I was able to meet up with my childhood friend Michael Learmonth yesterday at the Books of Wonder children’s bookstore on 18th Street. Mike is great but the bookstore was even better. (smile) The collection of rare, and classic books was educational and fun to browse. I am a huge Crockett Johnson fan and I often wonder if his minimalist illustrations would get passed over in today’s technicolor market. Sometimes simplicity is more effective with children then the over-stimulation of many images that are published today. The bookstore also had wonderful original art and prints from illustrators. My favorites? A David McPhail watercolor and Mark Teagues paintings. I did take some pictures of the shop and will try to post them if my sister-in-law has a cable.
I’ll post about interviews and observations at School of American Ballet this Thursday!
Sometimes my webwanderings and research for my ballet book link up with my webwanderings as a conference director. That’s how I came upon Mark Siegel’s blog posting on First Second Books blog. This is a great posting about character development. Short sweet and visual. Mark Siegel is the illustrator for the graphic novel To Dance, with the subtitle A Ballerina’s Story (Simon & Schuster/Atheneum) written by his wife Siena who danced at School of American Ballet with Balanchine. The connection is that I’m trying to pull together a group of graphic novel folks for an Illustration Academy at the 2009 conference. For info on this year’s Illustration Academy, keep your eyes on the mailbox and at NESCBWI for the conference brochure. It will be posted and mailed in Mid-February.
In other news…
1. I got a digital voice recorder for my interviews in New York. My kids want to record burps and other such bodily functions, so I’ve had to hide the recorder.

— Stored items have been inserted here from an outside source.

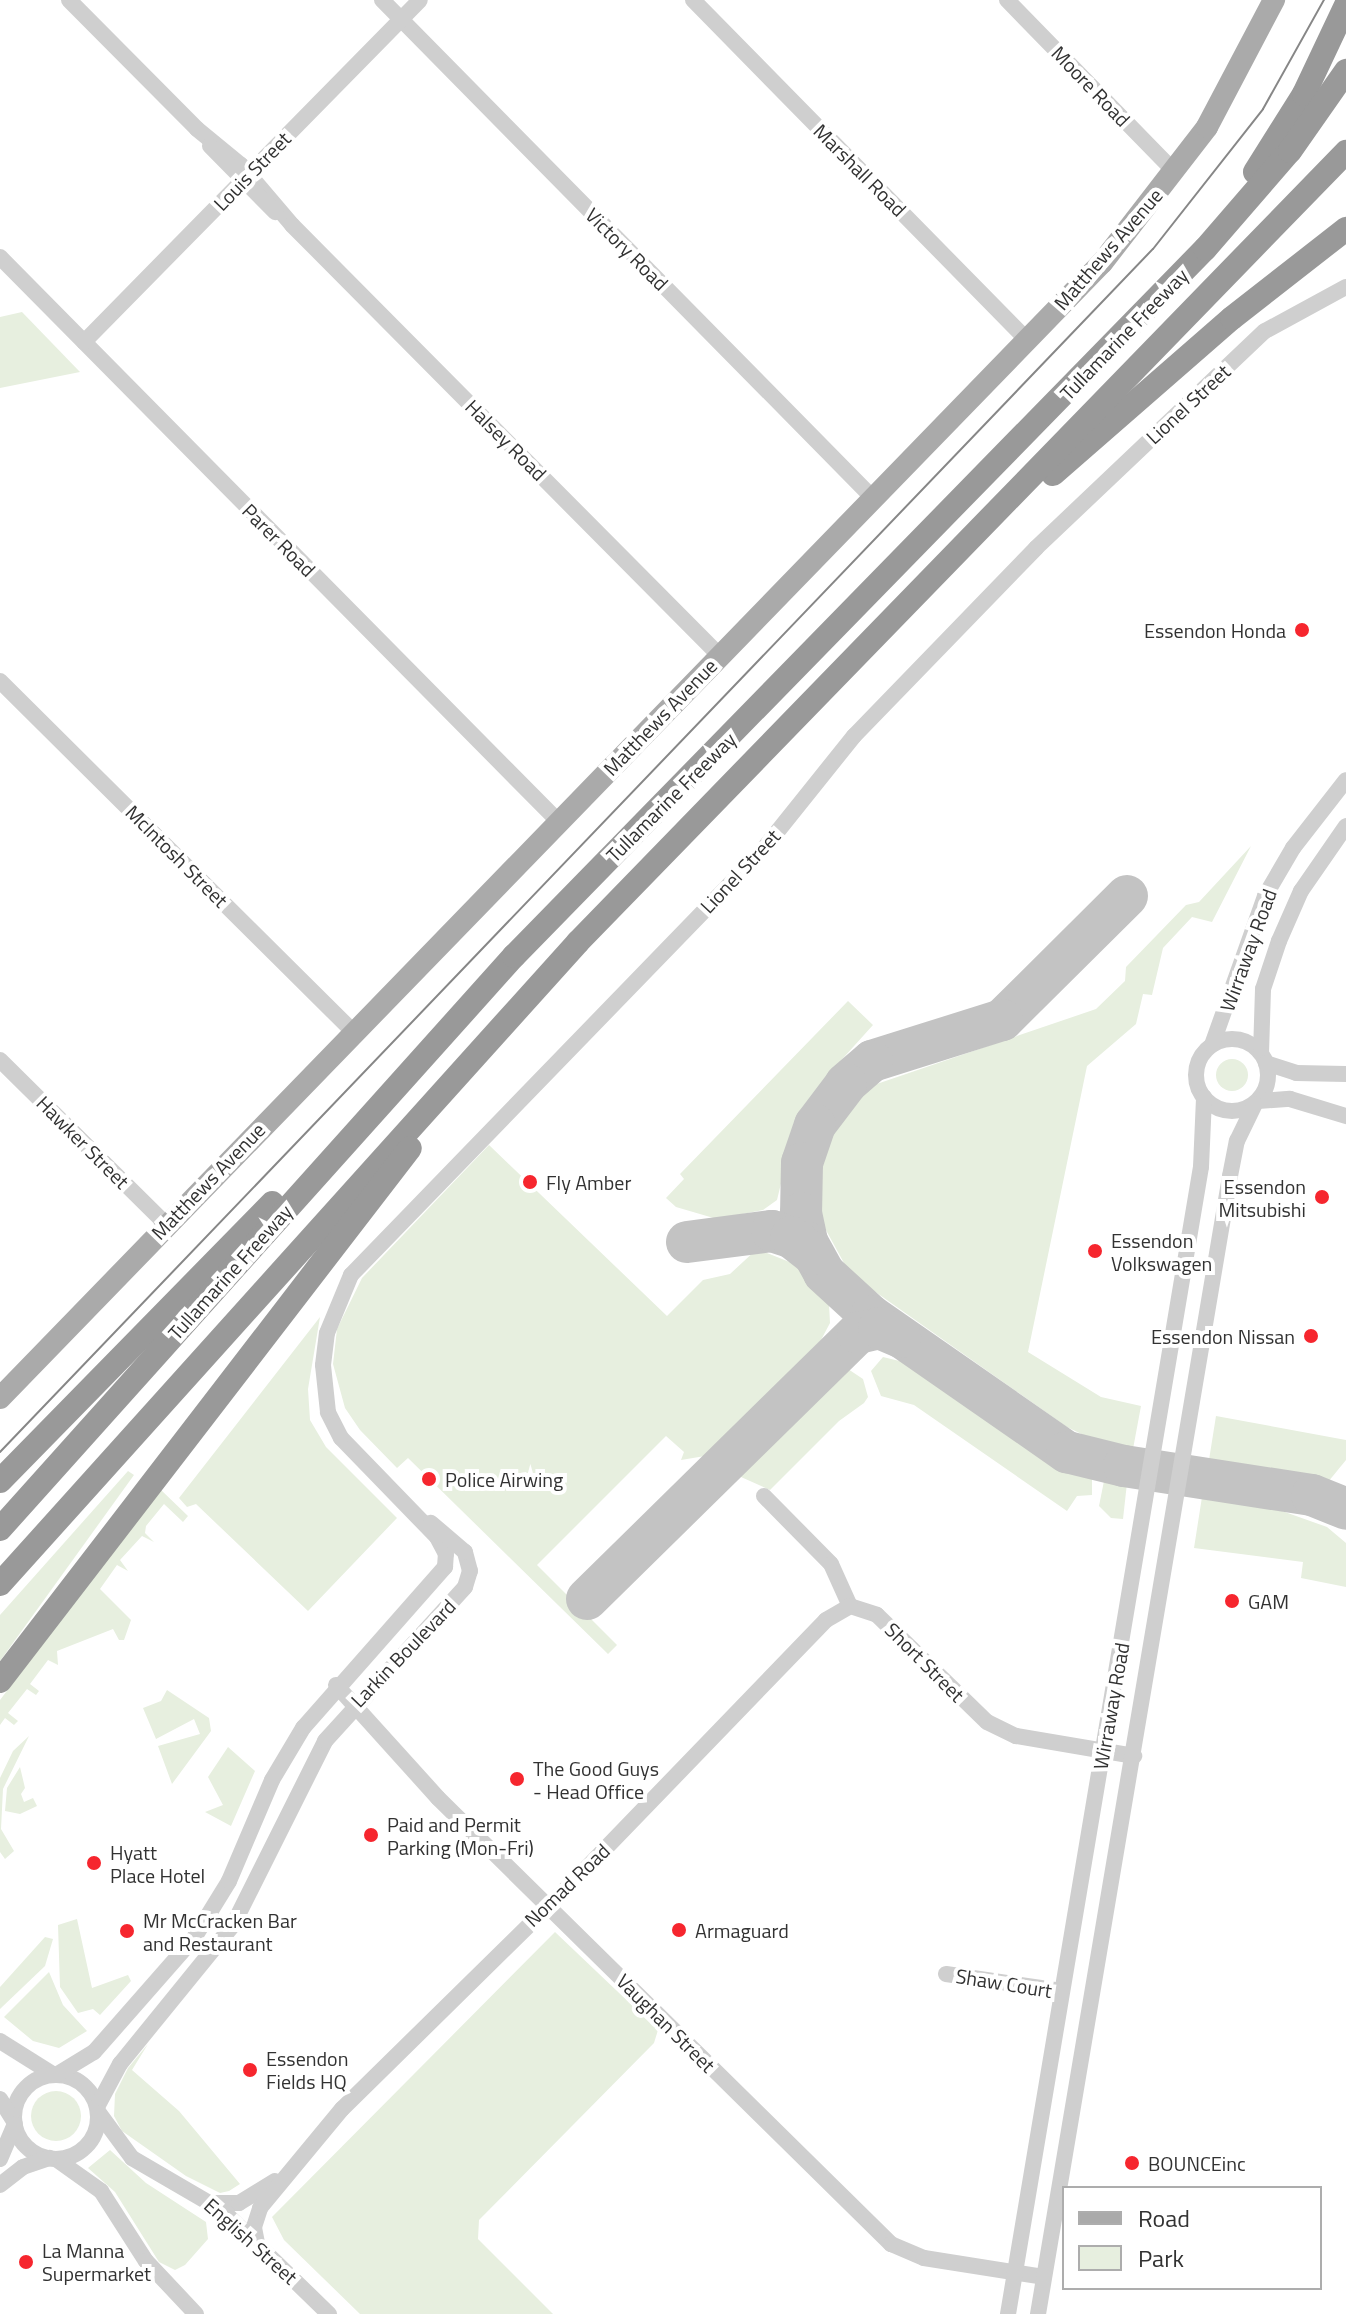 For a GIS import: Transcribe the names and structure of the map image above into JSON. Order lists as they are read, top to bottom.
{
  "streets": {
    "highway": ["Tullamarine Freeway"],
    "main road": ["Matthews Avenue"],
    "street": [
      "Moore Road",
      "Marshall Road",
      "Louis Street",
      "Victory Road",
      "Lionel Street",
      "Halsey Road",
      "Parer Road",
      "McIntosh Street",
      "Wirraway Road",
      "Hawker Street",
      "Larkin Boulevard",
      "Short Street",
      "Nomad Road",
      "Shaw Court",
      "Vaughan Street",
      "English Street"
    ]
  },
  "crossings": [
    ["Moore Road", "Matthews Avenue"],
    ["Marshall Road", "Matthews Avenue"],
    ["Louis Street", "Victory Road"],
    ["Louis Street", "Halsey Road"],
    ["Louis Street", "Parer Road"],
    ["Victory Road", "Matthews Avenue"],
    ["Matthews Avenue", "Halsey Road"],
    ["Matthews Avenue", "Parer Road"],
    ["Matthews Avenue", "McIntosh Street"],
    ["Matthews Avenue", "Hawker Street"],
    ["Lionel Street", "Larkin Boulevard"],
    ["Wirraway Road", "Short Street"],
    ["Wirraway Road", "Shaw Court"],
    ["Wirraway Road", "Vaughan Street"],
    ["Larkin Boulevard", "Vaughan Street"],
    ["Larkin Boulevard", "English Street"],
    ["Short Street", "Nomad Road"],
    ["Nomad Road", "Vaughan Street"],
    ["Nomad Road", "English Street"]
  ],
  "places": [
    "Essendon Honda",
    "Fly Amber",
    "Essendon Mitsubishi",
    "Essendon Volkswagen",
    "Essendon Nissan",
    "Police Airwing",
    "GAM",
    "The Good Guys - Head Office",
    "Paid and Permit Parking (Mon-Fri)",
    "Hyatt Place Hotel",
    "Armaguard",
    "Mr McCracken Bar and Restaurant",
    "Essendon Fields HQ",
    "BOUNCEinc",
    "La Manna Supermarket"
  ],
  "legend": ["Road", "Park"]
}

2. My lovely writing partner gave me feedback on my first chapter yesterday. I had high hopes that she would look at it and say, “Oh this is perfect don’t change a thing.” I’m glad she didn’t. The revision is a million times better.
3. We got a storm of “wintery mix” here last night and my driveway is like a skating rink. Only down hill. Eek.
4. Balanced the check book yesterday.
5. Printing images for the portfolio today.